We got to review Write Through Early Modern History - Level 1 - Manuscript from Brookdale House. We received the ebook version, which sells for $22.95. For those that prefer physical books, the paperback sells for $30.95.
I've mentioned the Write Through History series here on the blog before. We used Write From Ancient History last school year as a supplement because it worked so well with our study of history, but we really only scratched the surface of what this versatile program can do.
Write Through Early Modern History combines grammar, spelling, and penmanship with history. As children listen, read, write and copy fascinating historical passages, stories, and poems, they're not only learning about the history presented, but they're also learning language arts at the same time.
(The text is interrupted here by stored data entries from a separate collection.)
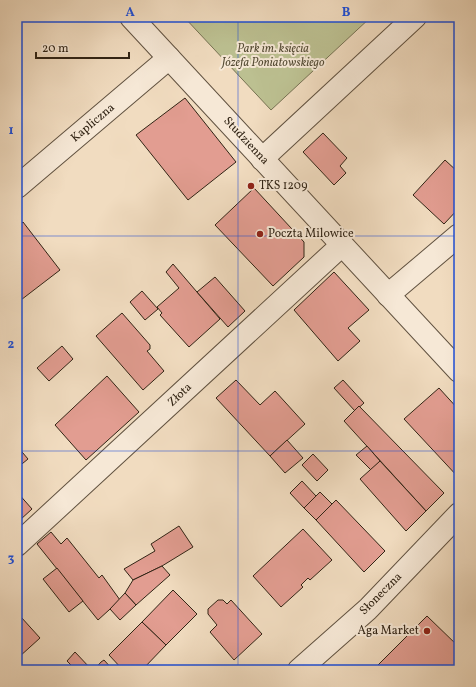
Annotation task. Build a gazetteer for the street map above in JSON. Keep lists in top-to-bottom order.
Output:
{
  "streets": {
    "street": [
      "Kapliczna",
      "Studzienna",
      "Złota",
      "Słoneczna"
    ]
  },
  "crossings": [
    ["Kapliczna", "Studzienna"],
    ["Studzienna", "Złota"]
  ],
  "parks": ["Park im. księcia Józefa Poniatowskiego"],
  "places": ["TKS 1209", "Poczta Milowice", "Aga Market"],
  "scale_bar": "20 m",
  "grid": {
    "columns": ["A", "B"],
    "rows": ["1", "2", "3"]
  }
}
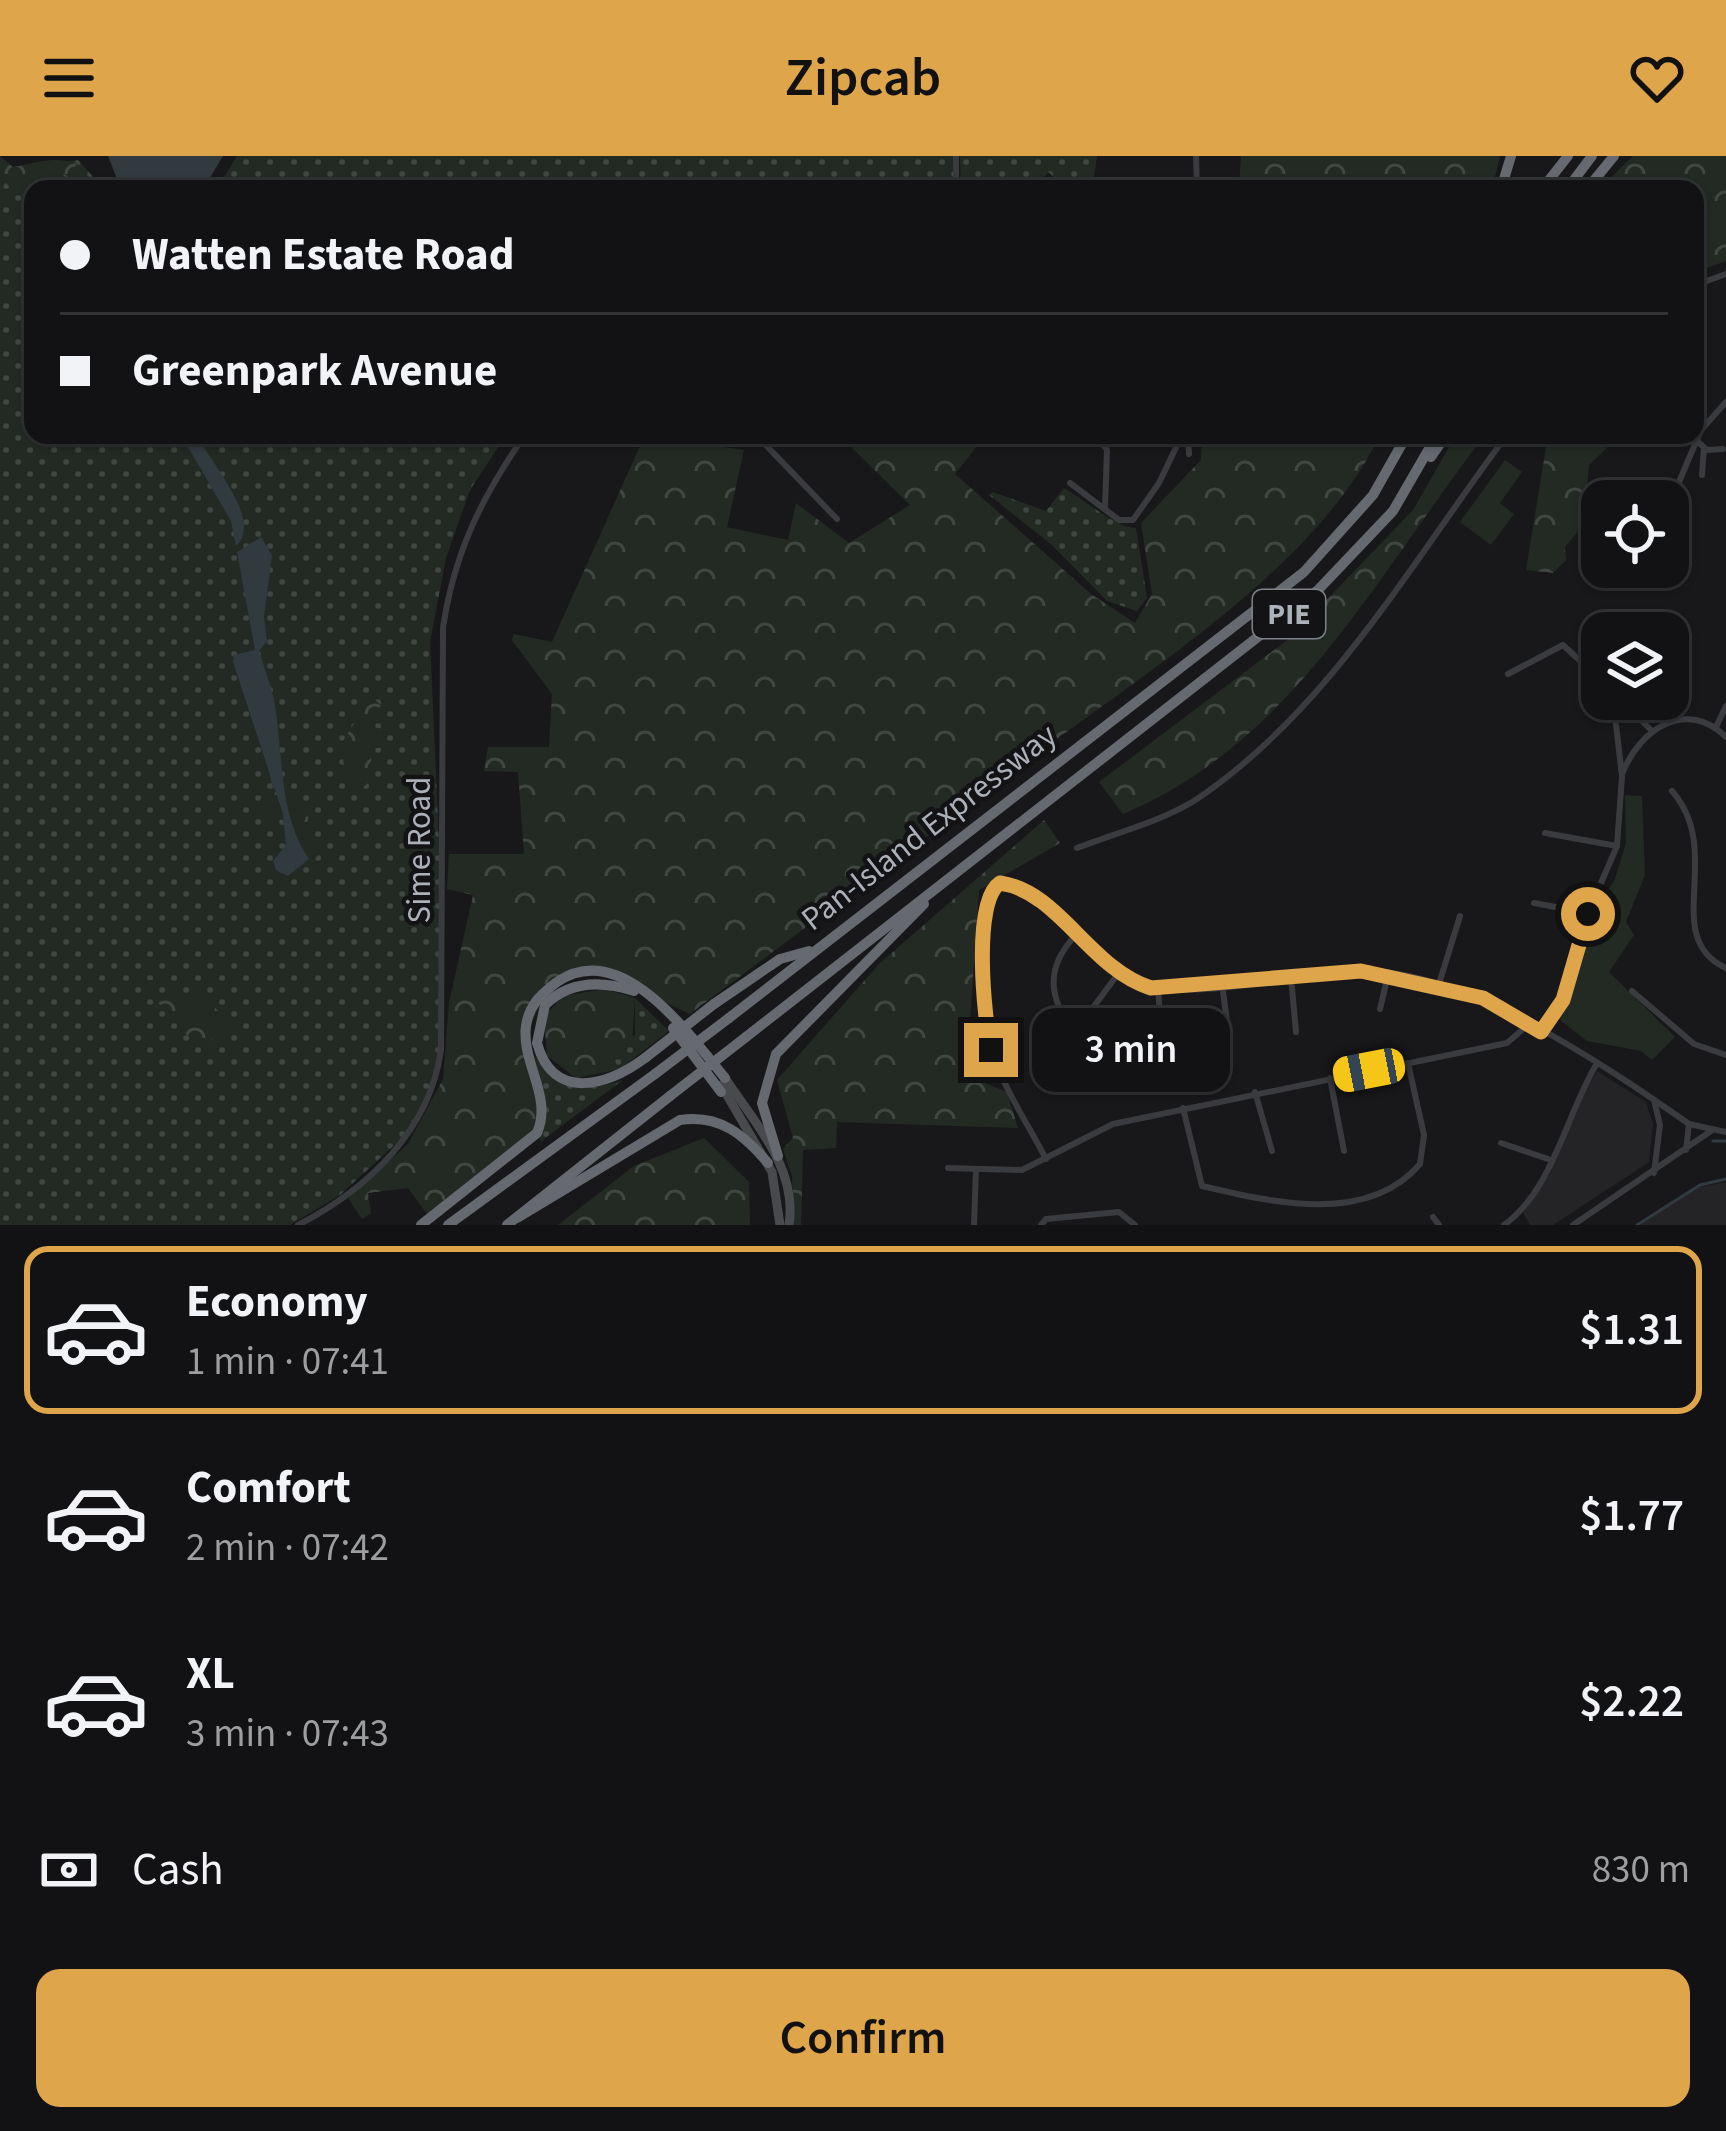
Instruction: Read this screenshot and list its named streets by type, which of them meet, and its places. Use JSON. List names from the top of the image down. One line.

I like that there are so many options not only with using the program, but also in selecting the book that best fits your students. First, you choose a time period. For us, Early Modern History matched up best with Exploration to 1850, the year we're at in our history curriculum. Then you choose a level. I felt Level 1 would be best for my 3rd and 6th graders. The levels are designed to be flexible, so it's more about ability than about age or grade. Then you choose manuscript or cursive. We selected manuscript, since one of my students prefers it. Emphatically. Lots of options means you get the product that is right for your class!
The table of contents is presented like a timeline, so you can easily select the passages you want to compliment what you're learning about in history. We're learning about early colonial times, so we read passages that would compliment that, such as Pocohontas.
I like that I can print just the pages that my kids need to write on, and read the stories and poems directly from the computer. This page shows Hannah's copywork from after we read the Pocahontas tale.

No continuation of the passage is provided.